Hero MotoCorp To TVS Motor's Two-Wheeler Dealerships Are Full. That's The Problem.
Dealers of two-wheelers are grappling with high inventory as makers of scooters and motorcycles continue to push stock despite poor demand.
Outlets are sitting on stock of 60 days on an average, according to BloombergQuint's conversations with a dozen dealerships across India and brands. Demand hasn't picked up, with even the festival season failing to aid recovery. Automakers led by Hero MotoCorp Ltd., Honda Motorcycle and Scooter India Pvt., Bajaj Auto Ltd., and TVS Motor Co. continue to push vehicles to dealerships.
"Dealers are worried as inventory levels continue to soar even after a poor festive and wedding season," Vinkesh Gulati, president at the Federation of Automobile Dealers Associations said. Sales are still at least 20% below pre-Covid levels.
Inventory levels are likely to close at more than 55 days across OEMs as the companies are pushing stock, he said. "Dealerships are full today."
The two-wheeler industry faced poor demand even prior to the pandemic as Indians cut down on spending in a slowing economy. Longer upfront insurance and stricter emission standards increased the cost of ownership. Covid-19 disruption hurt purchasing power.
Still, when restrictions eased, the push towards personal mobility was expected to aid growth for two-wheelers. Instead, the increased cost of vehicles coupled with rising fuel costs dented demand further. And buyers in the hinterland are switching to cheaper, low-range electric scooters.
A case in point is Hero MotoCorp’s bestseller Destiny, which was priced at Rs 60,000 at a showroom in Uttar Pradesh prior to the pandemic. It now costs Rs 75,000. Petrol still retails at Rs 95 a litre, even after retreating from record Rs 100.
For dealerships, there is no sign of the distress abating.
“This is the lowest December month sales I have seen in the last 20 years,” Pradeep Agarwal, a Hero MotoCorp dealer from Cuttack and chairperson of the Odisha lobby, said.
In Odisha, Agarwal said, the dealerships have inventory of more than 60 days across manufacturers. And he said it's not different elsewhere.
Hero MotoCorp Leading the Stress
If there is one automaker which is hurt the most, it's India’s largest two-wheeler maker Hero MotoCorp. The majority of its sales come from the rural market, which was ravaged by the deadlier second wave.
Demand is down but it continues to push stock at the dealerships.
Hero MotoCorp has already lost 410 basis points market share in motorcycles, reversing some of last year’s Covid-19-led gains, according to a report by Systematix.
The market share loss is also one of the reasons that Hero MotoCorp is pushing inventory, four company dealers told BloombergQuint requesting anonymity out of business concerns.
It has even announced interest waivers, said one of the Rajasthan-based dealers. The stock is higher but demand lower than the pre-Covid levels, he said. He is sitting on inventory of three months.
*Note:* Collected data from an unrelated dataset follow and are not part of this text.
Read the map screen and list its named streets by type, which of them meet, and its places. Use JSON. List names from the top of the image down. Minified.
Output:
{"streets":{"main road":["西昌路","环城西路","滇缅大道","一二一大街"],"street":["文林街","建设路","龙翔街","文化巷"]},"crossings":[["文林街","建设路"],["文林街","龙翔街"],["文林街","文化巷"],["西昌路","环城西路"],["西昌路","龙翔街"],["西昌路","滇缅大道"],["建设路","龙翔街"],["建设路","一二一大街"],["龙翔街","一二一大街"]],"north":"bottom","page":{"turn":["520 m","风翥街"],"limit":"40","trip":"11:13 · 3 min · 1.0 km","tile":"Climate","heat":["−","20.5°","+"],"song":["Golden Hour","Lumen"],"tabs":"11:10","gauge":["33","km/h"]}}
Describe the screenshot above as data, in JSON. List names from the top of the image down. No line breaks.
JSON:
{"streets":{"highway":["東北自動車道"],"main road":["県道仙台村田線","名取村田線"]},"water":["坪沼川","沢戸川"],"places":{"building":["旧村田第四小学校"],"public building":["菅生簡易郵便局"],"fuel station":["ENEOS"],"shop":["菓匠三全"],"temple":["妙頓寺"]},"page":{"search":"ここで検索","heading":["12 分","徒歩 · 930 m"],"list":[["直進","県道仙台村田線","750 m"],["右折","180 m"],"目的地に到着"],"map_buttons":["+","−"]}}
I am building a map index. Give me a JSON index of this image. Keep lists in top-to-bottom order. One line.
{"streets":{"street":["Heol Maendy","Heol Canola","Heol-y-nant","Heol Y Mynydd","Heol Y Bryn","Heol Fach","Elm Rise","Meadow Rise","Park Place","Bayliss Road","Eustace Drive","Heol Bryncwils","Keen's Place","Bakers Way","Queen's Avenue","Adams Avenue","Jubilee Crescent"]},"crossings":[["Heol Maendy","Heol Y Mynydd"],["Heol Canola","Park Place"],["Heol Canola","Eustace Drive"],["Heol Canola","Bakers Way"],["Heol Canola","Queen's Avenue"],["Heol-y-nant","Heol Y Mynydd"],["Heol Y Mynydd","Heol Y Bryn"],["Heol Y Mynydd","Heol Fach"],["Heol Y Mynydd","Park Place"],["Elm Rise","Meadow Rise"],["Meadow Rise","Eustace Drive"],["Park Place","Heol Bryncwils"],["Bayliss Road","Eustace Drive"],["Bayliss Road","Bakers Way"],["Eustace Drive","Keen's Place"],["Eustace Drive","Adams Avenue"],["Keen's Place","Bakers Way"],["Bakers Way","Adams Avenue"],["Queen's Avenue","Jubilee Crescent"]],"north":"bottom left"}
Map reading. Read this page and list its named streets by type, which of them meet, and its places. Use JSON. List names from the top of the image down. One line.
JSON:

At one of the largest Hero MotoCorp dealerships in Uttar Pradesh, footfalls have dropped by about 60-65%. And the outlet is sitting on an inventory of around 2,500 or 60-65 days.
Things are not good, the owner said, adding that this is the worst he has seen in the last many years.
Interest waiver by Hero MotoCorp hasn’t helped much, the dealer said. Inventory is inventory at the end of the day, he said, and it’s money that is stuck.
BloombergQuint awaits the company's response to emailed queries.
Two Honda Motorcycle and Scooter India Ltd. dealers from West Bengal and New Delhi face a similar situation. They didn't want to be identified out of business concerns.
The company has already informed dealers that the production will be 50% below last year going ahead, one of them said. That suggests production cuts.
Hari Om Aggarwal, a TVS Motor Co. dealer in Agra, too, won't run out of vehicles even if he sells for two months without adding inventory. He has asked the company to stop pushing more as he is running out of space.
In Alwar, Rajasthan, Rahul Sharma, owner of a Bajaj Auto Ltd.'s dealership, has a similar level of stock. “The company is hoping that demand will bounce back in the new year,” he said. He expects the increasing cost of vehicles to play spoilsport.
HMSI, TVS Motor and Bajaj Auto have yet to respond to BloombergQuint's queries.
No Respite In Sight
With a surge in Omicron infections and a possible third wave, Rohan Kanwar Gupta, vice president and sector head at ICRA Ltd., said the recovery expected to start in December is likely to be delayed by another two quarters.
Dealers fear the worst. Srivastava said if the stress continues in the fourth quarter of the ongoing fiscal and the inventory build-up is not controlled, some of the dealerships might collapse.
“I don’t think the situation is likely to improve anytime soon.”